━━━━━ Supplied information ━━━━━

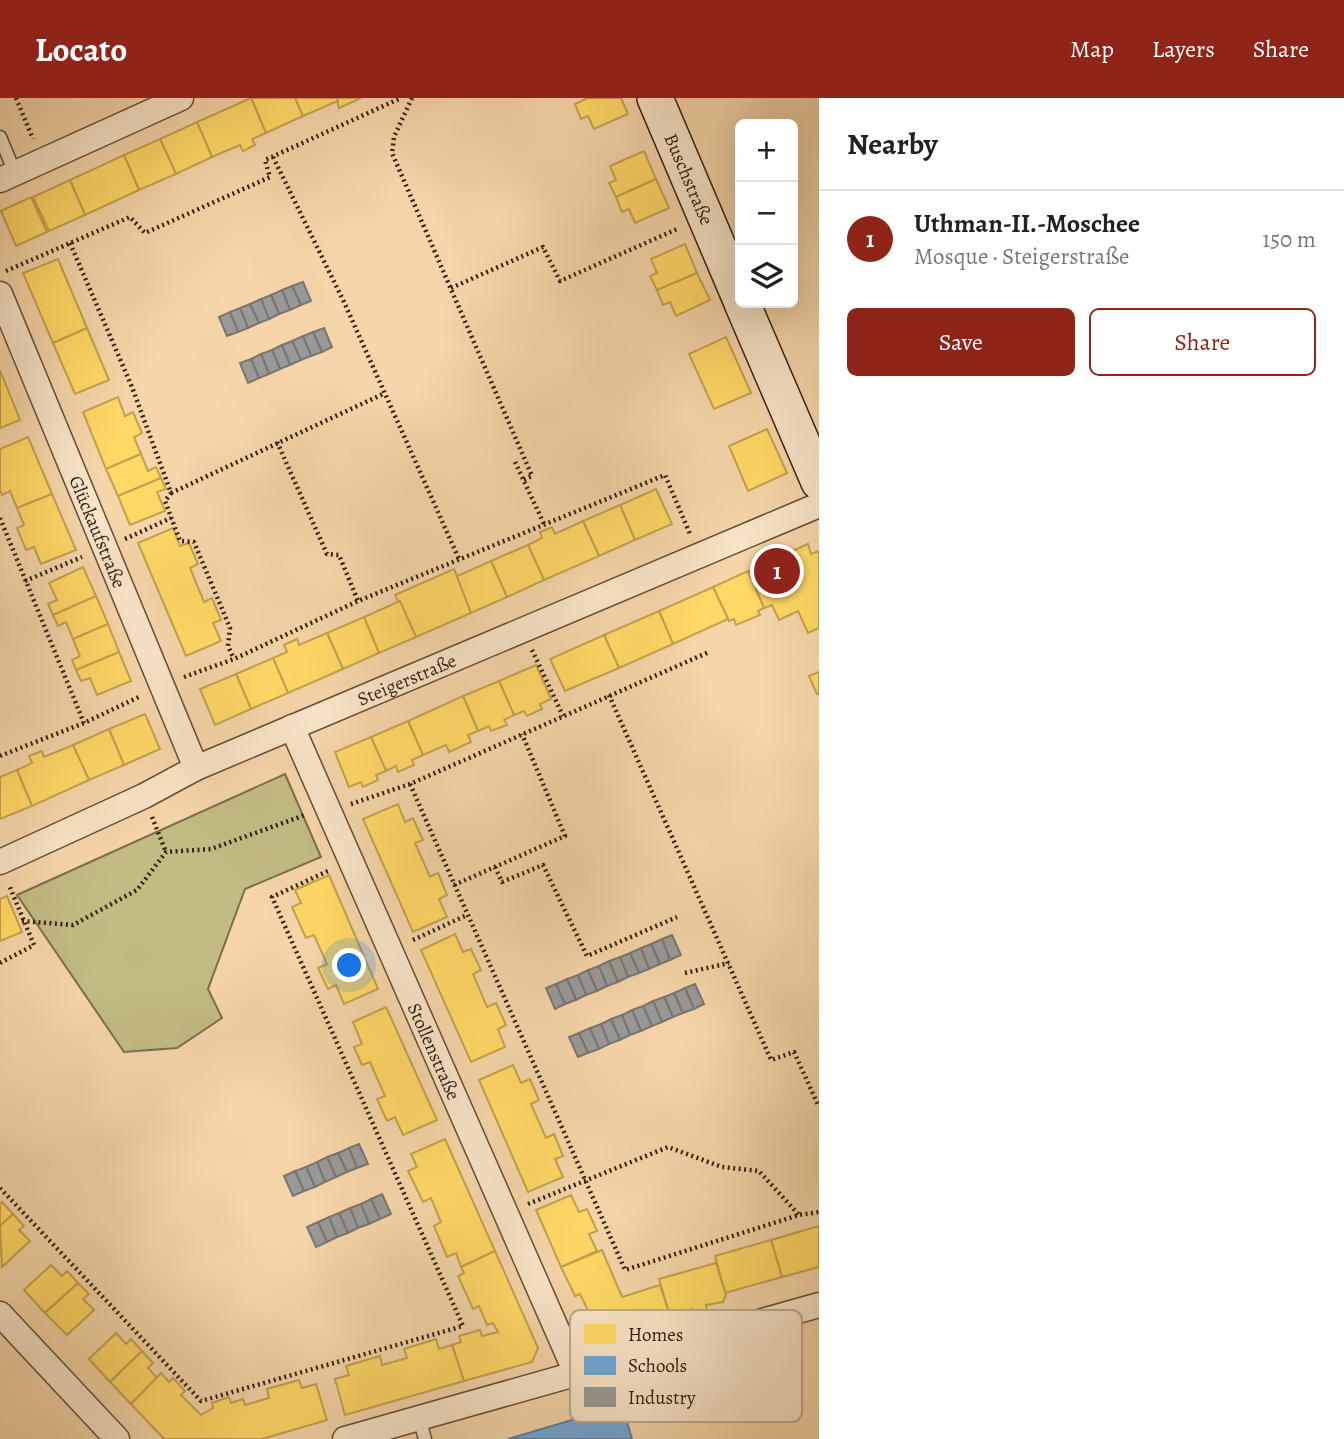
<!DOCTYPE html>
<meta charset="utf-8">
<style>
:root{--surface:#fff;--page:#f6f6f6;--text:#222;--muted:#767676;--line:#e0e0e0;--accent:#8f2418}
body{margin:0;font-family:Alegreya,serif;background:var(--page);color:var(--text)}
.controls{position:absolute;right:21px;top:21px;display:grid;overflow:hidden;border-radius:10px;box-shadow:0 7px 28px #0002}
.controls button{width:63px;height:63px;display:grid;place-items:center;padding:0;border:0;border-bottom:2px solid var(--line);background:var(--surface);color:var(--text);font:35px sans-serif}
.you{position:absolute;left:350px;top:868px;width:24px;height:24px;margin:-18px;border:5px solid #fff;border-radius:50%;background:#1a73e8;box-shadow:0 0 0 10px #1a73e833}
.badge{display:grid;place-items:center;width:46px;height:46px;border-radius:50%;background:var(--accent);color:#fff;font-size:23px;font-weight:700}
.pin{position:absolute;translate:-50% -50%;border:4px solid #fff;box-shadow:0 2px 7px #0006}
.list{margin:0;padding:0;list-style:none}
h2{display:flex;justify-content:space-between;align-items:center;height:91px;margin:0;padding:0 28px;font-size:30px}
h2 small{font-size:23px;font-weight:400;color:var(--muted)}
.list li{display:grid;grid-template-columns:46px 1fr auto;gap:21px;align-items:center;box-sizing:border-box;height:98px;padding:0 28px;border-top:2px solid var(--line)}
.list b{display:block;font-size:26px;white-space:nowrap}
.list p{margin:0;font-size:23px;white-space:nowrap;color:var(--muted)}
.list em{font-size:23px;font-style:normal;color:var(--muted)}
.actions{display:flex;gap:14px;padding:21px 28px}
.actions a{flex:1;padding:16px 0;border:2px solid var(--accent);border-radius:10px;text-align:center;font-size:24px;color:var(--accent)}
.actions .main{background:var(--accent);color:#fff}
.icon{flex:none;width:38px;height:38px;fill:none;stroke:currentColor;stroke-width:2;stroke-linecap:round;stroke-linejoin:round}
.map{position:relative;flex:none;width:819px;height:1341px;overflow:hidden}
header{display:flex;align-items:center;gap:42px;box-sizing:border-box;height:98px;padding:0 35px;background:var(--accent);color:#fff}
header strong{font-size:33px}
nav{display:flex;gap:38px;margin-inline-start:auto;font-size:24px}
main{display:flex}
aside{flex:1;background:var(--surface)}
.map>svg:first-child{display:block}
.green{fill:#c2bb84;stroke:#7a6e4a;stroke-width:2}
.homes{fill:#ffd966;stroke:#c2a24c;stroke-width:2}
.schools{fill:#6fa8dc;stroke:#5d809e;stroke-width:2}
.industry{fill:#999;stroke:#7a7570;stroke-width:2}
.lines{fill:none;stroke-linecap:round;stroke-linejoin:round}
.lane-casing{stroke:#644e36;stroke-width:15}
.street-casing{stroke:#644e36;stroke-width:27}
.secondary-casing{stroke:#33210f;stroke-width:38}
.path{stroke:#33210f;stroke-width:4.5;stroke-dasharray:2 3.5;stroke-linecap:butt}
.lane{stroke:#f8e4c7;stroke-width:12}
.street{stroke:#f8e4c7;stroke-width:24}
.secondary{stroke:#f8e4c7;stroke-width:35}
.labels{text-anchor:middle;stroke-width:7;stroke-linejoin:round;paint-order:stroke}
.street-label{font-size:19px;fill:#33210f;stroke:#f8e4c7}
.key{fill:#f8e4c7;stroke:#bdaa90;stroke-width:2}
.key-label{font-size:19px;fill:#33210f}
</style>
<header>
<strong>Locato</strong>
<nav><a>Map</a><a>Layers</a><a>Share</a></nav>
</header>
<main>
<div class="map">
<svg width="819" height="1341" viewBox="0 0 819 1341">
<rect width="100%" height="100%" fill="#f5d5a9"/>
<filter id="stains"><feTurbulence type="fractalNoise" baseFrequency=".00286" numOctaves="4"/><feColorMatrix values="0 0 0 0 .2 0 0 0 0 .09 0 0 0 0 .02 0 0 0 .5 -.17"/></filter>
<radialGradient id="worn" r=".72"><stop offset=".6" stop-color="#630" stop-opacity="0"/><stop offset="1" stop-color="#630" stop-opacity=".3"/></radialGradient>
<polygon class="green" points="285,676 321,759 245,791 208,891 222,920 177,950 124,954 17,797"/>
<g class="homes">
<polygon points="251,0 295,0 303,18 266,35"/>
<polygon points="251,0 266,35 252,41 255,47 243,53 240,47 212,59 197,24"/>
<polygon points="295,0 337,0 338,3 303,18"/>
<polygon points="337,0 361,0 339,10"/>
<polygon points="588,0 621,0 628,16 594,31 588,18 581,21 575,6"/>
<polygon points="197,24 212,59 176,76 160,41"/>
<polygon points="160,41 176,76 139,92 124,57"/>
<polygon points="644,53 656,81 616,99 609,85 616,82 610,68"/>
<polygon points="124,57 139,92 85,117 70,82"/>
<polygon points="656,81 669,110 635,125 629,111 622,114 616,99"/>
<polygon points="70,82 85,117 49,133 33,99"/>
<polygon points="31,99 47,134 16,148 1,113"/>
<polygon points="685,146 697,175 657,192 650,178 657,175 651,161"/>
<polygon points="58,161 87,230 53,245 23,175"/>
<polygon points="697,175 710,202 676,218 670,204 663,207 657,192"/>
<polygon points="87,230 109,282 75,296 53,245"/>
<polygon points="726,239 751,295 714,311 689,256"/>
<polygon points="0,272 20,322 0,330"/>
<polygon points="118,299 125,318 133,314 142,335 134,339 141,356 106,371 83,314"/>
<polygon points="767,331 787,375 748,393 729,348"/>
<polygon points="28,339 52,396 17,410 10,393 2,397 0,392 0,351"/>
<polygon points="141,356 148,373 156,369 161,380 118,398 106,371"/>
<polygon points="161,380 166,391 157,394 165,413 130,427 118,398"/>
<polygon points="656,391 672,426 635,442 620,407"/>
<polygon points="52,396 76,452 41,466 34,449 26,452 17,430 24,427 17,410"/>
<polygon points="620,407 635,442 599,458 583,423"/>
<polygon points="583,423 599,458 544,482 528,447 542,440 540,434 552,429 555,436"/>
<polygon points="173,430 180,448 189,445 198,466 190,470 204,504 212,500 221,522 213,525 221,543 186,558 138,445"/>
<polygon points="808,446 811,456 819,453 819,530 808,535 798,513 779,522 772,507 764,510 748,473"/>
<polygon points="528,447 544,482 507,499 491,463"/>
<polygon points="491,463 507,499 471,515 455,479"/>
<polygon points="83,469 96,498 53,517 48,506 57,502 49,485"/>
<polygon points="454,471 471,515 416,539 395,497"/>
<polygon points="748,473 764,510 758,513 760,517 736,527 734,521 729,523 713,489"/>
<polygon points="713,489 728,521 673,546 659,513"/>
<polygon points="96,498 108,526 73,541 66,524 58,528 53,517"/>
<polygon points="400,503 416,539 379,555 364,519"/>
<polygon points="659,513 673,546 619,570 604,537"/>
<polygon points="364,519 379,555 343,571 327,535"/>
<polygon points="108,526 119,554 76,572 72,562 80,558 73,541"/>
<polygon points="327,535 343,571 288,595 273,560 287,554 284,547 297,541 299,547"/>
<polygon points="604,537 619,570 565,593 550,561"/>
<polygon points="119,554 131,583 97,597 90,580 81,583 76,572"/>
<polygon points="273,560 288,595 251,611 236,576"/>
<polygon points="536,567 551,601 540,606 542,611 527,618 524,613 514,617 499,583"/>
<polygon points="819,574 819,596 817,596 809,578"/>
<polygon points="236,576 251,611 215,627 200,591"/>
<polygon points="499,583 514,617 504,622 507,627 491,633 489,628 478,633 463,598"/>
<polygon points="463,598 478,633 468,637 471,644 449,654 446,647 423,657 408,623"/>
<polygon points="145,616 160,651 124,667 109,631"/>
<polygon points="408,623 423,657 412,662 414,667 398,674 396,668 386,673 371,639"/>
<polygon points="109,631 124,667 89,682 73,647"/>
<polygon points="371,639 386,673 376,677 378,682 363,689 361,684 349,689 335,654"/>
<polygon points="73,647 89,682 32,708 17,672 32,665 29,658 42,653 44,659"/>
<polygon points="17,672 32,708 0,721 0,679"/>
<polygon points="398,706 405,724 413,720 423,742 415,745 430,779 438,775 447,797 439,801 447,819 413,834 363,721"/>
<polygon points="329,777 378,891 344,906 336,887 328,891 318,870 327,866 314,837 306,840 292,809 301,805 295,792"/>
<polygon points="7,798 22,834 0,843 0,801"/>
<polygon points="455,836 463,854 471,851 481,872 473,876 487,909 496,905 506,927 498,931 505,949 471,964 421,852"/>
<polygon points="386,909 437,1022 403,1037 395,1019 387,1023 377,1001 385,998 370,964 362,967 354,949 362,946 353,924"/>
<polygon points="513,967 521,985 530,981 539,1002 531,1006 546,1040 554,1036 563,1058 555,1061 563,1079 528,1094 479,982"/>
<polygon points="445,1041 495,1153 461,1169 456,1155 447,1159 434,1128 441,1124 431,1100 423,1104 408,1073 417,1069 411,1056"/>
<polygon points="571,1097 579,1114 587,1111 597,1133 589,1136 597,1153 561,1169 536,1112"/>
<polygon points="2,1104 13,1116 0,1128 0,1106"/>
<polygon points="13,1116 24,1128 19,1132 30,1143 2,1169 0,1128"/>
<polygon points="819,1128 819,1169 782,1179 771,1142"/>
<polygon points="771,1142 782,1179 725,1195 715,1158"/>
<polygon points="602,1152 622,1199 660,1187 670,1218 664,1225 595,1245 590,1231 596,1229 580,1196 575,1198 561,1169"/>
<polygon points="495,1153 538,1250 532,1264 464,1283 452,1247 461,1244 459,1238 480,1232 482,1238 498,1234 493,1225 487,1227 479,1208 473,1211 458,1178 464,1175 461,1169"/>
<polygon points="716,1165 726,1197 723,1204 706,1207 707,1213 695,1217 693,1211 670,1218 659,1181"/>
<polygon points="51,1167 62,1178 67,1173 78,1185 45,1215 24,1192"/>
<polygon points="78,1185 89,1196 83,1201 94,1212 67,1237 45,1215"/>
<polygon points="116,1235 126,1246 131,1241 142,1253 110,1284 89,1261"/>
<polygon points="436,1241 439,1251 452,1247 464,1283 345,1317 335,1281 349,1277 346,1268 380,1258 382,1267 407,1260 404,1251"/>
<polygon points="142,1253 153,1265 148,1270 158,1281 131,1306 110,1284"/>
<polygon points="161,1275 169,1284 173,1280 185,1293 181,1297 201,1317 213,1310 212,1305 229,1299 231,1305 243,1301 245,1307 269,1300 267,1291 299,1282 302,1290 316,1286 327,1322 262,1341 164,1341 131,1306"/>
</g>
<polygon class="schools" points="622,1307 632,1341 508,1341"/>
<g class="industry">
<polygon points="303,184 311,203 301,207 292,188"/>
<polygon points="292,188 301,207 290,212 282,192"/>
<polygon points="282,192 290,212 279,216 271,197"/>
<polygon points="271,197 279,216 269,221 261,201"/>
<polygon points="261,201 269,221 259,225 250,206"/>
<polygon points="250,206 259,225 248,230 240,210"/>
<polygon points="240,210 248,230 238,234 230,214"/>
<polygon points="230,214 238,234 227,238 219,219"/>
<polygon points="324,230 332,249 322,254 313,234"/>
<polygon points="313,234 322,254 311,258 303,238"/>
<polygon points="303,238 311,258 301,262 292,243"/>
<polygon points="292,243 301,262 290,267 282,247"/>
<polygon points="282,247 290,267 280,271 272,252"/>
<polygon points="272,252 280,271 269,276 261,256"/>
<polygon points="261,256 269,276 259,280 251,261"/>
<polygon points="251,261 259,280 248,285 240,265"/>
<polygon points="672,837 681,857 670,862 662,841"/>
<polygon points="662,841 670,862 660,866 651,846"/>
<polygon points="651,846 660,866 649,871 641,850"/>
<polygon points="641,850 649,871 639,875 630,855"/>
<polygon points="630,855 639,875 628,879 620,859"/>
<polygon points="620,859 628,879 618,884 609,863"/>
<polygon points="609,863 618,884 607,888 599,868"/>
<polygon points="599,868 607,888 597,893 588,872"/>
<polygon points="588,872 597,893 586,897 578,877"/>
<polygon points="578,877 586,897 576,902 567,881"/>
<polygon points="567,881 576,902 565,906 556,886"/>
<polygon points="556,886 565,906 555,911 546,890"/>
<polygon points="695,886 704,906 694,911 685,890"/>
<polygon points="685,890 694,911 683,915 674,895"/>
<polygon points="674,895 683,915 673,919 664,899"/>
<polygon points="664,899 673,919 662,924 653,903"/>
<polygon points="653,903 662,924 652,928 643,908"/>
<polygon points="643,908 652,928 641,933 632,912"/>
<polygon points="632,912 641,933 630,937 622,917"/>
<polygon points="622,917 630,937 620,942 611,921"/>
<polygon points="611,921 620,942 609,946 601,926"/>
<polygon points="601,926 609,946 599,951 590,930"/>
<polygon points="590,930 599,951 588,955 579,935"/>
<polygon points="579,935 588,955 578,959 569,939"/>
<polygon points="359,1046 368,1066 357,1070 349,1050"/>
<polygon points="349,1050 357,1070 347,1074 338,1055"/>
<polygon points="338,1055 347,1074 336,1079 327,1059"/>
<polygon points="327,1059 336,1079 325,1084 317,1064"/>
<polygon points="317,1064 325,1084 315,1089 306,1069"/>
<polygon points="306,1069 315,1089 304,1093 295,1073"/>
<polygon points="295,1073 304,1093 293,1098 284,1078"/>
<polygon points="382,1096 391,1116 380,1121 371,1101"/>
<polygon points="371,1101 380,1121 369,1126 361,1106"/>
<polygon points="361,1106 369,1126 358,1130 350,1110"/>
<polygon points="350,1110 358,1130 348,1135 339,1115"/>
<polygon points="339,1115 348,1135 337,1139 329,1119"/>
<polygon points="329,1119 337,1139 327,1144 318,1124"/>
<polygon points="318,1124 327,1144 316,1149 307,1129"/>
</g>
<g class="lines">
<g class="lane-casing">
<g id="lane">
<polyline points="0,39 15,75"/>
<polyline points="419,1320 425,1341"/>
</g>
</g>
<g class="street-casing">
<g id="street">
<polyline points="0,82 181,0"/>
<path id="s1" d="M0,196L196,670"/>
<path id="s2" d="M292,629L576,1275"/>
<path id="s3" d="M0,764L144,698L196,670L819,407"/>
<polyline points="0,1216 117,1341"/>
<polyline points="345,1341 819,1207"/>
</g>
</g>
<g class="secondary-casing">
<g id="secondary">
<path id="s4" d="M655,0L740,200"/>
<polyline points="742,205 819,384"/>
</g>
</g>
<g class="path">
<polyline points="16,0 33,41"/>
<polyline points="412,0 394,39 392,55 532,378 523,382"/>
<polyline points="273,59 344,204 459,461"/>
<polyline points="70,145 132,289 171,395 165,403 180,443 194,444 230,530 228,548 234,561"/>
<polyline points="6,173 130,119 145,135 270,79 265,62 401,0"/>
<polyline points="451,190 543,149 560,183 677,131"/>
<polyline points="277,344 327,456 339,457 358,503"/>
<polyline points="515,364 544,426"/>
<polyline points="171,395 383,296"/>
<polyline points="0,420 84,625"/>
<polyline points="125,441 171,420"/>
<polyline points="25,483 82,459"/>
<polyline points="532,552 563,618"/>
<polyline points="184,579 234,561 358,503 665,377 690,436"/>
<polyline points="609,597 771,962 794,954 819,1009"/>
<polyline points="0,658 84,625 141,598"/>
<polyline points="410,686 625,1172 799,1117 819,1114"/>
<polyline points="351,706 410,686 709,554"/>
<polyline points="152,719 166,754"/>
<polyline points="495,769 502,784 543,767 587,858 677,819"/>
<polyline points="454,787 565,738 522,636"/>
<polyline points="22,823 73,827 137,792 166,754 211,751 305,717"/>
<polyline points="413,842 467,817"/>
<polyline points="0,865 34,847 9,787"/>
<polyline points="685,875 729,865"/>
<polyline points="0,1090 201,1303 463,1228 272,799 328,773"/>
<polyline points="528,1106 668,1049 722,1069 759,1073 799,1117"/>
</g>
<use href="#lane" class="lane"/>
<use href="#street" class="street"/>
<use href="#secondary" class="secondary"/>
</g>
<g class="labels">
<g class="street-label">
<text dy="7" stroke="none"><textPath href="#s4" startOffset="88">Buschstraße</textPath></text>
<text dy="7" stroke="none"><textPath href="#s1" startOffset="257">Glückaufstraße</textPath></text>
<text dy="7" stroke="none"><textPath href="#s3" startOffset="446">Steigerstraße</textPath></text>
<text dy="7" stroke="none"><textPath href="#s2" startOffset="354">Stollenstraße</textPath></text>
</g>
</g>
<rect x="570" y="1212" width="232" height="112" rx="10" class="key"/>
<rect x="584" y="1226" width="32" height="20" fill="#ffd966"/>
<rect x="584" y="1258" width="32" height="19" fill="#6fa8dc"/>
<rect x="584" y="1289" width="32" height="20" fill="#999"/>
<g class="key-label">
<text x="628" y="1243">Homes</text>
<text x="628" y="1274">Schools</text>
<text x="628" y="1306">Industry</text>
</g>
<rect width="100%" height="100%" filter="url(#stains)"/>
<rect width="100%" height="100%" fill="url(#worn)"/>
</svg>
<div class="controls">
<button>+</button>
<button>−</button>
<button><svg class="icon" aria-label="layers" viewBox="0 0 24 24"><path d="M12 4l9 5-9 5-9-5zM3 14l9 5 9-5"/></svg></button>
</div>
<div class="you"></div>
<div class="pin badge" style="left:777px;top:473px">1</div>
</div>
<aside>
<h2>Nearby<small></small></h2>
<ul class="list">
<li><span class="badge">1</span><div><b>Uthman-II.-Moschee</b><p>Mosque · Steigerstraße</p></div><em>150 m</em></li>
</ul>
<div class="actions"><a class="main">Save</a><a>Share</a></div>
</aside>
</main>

━━━━━

- [Exercise brief]: Copy exactly the lines from the first line of the records above through the line with "solid #fff;border-radius:50%;background:#1a73e8;box-shadow:0 0", both included, and nothing else. Pictures stay out.

- [Answer section]:
<!DOCTYPE html>
<meta charset="utf-8">
<style>
:root{--surface:#fff;--page:#f6f6f6;--text:#222;--muted:#767676;--line:#e0e0e0;--accent:#8f2418}
body{margin:0;font-family:Alegreya,serif;background:var(--page);color:var(--text)}
.controls{position:absolute;right:21px;top:21px;display:grid;overflow:hidden;border-radius:10px;box-shadow:0 7px 28px #0002}
.controls button{width:63px;height:63px;display:grid;place-items:center;padding:0;border:0;border-bottom:2px solid var(--line);background:var(--surface);color:var(--text);font:35px sans-serif}
.you{position:absolute;left:350px;top:868px;width:24px;height:24px;margin:-18px;border:5px solid #fff;border-radius:50%;background:#1a73e8;box-shadow:0 0 0 10px #1a73e833}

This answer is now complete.